### Assigned task:
Return all lines from the listing below in which "roads" appears.
********************
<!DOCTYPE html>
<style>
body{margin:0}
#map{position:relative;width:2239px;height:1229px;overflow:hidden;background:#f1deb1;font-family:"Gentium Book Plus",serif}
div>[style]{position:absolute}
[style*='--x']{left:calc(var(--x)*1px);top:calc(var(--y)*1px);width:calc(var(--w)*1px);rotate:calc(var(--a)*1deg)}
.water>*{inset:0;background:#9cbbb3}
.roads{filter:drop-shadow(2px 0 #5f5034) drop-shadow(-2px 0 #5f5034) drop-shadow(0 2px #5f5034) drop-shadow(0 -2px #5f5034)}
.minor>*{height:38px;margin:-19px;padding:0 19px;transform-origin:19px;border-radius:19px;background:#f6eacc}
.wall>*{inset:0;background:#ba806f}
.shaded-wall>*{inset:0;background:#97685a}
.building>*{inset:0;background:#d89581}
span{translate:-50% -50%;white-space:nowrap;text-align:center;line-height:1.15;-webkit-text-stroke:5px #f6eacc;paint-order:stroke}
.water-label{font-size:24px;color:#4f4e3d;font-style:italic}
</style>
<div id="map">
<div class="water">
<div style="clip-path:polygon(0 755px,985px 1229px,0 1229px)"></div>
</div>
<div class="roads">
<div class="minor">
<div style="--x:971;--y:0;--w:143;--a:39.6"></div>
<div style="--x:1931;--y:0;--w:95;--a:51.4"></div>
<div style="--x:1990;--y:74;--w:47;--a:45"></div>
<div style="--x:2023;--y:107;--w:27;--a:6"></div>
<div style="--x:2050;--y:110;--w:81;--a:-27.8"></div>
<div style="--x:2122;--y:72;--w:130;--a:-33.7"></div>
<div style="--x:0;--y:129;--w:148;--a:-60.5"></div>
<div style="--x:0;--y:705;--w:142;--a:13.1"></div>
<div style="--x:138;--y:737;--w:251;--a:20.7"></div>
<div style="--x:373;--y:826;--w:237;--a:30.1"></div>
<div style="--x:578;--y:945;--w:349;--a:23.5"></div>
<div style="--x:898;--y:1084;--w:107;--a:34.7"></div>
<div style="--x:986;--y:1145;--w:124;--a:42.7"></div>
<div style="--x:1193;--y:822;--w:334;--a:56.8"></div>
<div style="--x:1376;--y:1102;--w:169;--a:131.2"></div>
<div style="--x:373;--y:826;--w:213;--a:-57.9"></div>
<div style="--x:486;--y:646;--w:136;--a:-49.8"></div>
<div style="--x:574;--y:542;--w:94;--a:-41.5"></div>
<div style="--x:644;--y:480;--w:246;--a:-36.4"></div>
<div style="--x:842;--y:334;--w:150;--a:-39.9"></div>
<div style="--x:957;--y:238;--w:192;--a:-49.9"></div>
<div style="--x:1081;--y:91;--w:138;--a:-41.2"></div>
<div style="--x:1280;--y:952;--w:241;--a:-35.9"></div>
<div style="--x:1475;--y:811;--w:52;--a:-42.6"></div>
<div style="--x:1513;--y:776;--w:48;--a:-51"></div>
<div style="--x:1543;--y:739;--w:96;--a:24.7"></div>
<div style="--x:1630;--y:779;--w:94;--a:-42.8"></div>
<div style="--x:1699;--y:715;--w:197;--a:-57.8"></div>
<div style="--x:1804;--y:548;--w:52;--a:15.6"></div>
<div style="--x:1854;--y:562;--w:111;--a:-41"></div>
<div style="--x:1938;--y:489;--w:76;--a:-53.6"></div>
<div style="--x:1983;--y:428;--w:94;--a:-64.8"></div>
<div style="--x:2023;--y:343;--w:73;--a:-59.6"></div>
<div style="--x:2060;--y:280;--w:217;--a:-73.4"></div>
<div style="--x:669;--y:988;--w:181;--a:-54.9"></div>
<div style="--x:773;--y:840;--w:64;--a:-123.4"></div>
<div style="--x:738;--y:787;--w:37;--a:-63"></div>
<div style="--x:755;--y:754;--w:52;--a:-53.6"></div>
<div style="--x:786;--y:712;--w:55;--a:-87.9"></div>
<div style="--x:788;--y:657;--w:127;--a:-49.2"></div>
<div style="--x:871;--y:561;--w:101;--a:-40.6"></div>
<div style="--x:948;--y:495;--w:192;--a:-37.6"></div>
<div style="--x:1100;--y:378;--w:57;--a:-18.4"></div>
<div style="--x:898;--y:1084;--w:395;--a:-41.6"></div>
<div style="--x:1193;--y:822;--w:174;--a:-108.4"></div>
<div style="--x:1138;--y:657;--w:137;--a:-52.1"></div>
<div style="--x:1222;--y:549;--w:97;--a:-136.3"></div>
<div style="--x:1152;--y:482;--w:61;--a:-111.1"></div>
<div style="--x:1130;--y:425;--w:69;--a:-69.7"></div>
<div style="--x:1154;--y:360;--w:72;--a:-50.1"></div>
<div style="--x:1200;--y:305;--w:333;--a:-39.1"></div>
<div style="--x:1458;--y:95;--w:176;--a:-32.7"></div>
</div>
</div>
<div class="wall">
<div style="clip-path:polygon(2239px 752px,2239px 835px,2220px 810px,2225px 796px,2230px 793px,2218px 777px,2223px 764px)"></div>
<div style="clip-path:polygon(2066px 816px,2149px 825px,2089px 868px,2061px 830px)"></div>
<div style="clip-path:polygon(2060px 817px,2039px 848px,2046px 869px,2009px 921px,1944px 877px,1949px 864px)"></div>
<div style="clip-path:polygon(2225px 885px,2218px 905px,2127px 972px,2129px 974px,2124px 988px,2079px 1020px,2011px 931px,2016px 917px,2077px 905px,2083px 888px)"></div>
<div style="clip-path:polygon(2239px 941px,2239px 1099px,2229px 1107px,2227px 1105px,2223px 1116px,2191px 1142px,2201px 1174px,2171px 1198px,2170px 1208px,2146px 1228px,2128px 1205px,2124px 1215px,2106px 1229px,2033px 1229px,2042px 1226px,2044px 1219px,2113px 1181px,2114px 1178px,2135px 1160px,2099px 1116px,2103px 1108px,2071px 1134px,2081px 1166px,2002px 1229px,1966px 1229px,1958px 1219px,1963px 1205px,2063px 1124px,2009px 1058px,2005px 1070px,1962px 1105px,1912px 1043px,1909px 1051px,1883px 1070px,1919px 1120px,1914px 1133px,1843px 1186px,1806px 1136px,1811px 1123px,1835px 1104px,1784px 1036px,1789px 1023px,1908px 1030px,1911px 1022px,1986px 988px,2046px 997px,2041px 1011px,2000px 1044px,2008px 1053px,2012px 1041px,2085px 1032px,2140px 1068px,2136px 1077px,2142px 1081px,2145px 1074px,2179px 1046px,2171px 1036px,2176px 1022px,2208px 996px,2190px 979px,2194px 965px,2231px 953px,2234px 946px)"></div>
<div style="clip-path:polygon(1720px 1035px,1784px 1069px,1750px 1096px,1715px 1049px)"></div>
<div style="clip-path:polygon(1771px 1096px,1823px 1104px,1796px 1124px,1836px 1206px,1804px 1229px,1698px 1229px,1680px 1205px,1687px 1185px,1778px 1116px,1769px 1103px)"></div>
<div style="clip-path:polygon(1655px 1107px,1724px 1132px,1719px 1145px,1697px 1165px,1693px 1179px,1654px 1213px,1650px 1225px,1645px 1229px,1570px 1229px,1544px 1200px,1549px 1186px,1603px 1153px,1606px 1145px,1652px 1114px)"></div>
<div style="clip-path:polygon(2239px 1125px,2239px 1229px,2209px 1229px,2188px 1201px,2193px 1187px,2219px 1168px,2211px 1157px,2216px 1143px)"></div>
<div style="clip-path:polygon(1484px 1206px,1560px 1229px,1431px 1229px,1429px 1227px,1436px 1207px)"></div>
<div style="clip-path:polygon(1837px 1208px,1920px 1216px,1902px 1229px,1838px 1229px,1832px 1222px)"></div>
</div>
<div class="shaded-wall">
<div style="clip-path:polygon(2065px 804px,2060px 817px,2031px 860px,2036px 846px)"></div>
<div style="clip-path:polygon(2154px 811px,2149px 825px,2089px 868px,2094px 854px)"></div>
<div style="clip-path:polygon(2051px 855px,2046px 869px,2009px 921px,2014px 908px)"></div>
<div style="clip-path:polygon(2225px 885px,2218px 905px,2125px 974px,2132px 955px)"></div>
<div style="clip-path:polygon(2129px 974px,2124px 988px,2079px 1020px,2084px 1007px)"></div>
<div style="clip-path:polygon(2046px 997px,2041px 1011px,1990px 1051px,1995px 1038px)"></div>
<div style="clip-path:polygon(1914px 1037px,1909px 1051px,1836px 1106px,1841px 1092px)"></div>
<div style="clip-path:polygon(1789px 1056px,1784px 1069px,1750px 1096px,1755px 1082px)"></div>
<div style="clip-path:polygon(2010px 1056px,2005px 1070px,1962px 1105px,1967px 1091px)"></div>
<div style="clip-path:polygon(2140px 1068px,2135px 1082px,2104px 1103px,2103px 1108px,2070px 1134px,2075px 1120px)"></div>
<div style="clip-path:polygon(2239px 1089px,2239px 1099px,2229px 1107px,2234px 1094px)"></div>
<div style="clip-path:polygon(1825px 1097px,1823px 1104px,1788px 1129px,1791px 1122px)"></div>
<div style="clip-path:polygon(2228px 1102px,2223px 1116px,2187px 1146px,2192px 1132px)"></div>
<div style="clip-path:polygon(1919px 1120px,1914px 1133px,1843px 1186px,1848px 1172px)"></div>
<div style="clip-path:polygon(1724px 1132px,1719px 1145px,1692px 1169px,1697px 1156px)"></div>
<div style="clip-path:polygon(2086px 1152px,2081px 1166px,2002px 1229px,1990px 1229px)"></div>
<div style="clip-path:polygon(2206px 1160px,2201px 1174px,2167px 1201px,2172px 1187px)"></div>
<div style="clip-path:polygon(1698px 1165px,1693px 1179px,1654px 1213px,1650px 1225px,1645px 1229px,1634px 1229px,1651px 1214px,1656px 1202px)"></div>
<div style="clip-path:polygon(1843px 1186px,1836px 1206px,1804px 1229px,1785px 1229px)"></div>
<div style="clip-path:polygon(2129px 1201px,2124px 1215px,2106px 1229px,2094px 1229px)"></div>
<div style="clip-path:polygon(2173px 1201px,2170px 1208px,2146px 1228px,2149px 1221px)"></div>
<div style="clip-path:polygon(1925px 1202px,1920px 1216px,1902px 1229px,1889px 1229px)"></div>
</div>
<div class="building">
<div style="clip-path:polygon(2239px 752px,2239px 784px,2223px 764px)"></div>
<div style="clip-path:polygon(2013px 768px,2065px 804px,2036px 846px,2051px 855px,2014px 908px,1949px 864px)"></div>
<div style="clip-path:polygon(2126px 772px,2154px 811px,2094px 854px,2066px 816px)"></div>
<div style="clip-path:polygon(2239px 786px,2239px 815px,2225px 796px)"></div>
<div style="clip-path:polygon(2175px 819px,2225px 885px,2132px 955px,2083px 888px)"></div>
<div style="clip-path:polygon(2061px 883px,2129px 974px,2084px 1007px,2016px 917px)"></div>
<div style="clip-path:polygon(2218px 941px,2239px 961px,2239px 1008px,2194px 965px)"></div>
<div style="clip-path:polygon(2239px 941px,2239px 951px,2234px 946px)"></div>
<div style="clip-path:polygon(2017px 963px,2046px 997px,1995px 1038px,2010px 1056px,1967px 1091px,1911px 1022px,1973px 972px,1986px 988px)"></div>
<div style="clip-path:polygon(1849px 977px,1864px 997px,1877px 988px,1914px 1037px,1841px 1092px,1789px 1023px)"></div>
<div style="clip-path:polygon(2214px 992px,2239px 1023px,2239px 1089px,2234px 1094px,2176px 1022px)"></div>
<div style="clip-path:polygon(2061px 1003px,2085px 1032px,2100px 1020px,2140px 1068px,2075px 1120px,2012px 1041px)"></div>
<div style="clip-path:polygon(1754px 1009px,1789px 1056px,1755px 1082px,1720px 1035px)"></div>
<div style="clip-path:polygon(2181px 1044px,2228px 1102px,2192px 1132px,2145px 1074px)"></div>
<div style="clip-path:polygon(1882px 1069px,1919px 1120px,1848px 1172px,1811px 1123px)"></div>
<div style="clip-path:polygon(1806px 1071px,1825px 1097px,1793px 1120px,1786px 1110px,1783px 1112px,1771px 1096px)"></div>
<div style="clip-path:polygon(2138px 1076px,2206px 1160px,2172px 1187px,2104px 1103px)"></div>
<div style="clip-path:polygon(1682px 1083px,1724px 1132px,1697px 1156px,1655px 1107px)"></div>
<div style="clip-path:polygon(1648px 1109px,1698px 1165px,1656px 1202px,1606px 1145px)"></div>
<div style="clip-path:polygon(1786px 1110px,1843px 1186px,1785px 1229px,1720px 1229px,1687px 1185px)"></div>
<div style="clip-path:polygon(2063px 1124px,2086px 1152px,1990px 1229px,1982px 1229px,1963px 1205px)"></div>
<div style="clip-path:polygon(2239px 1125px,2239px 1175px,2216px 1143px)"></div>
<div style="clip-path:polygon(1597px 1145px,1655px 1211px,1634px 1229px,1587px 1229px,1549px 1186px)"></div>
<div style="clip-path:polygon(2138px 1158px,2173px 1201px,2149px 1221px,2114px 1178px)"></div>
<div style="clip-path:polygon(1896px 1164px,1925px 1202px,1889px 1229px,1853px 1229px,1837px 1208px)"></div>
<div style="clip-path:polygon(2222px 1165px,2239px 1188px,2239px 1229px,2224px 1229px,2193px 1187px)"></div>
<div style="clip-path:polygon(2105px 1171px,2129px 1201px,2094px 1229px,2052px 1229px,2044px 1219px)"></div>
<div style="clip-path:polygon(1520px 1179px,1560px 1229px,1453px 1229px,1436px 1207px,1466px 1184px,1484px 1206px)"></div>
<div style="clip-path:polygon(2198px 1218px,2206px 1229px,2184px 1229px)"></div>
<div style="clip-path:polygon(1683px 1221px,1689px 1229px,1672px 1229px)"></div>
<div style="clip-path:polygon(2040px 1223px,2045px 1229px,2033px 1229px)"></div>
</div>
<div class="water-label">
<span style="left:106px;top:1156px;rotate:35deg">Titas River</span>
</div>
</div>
********************
### Exercise answer:
.roads{filter:drop-shadow(2px 0 #5f5034) drop-shadow(-2px 0 #5f5034) drop-shadow(0 2px #5f5034) drop-shadow(0 -2px #5f5034)}
<div class="roads">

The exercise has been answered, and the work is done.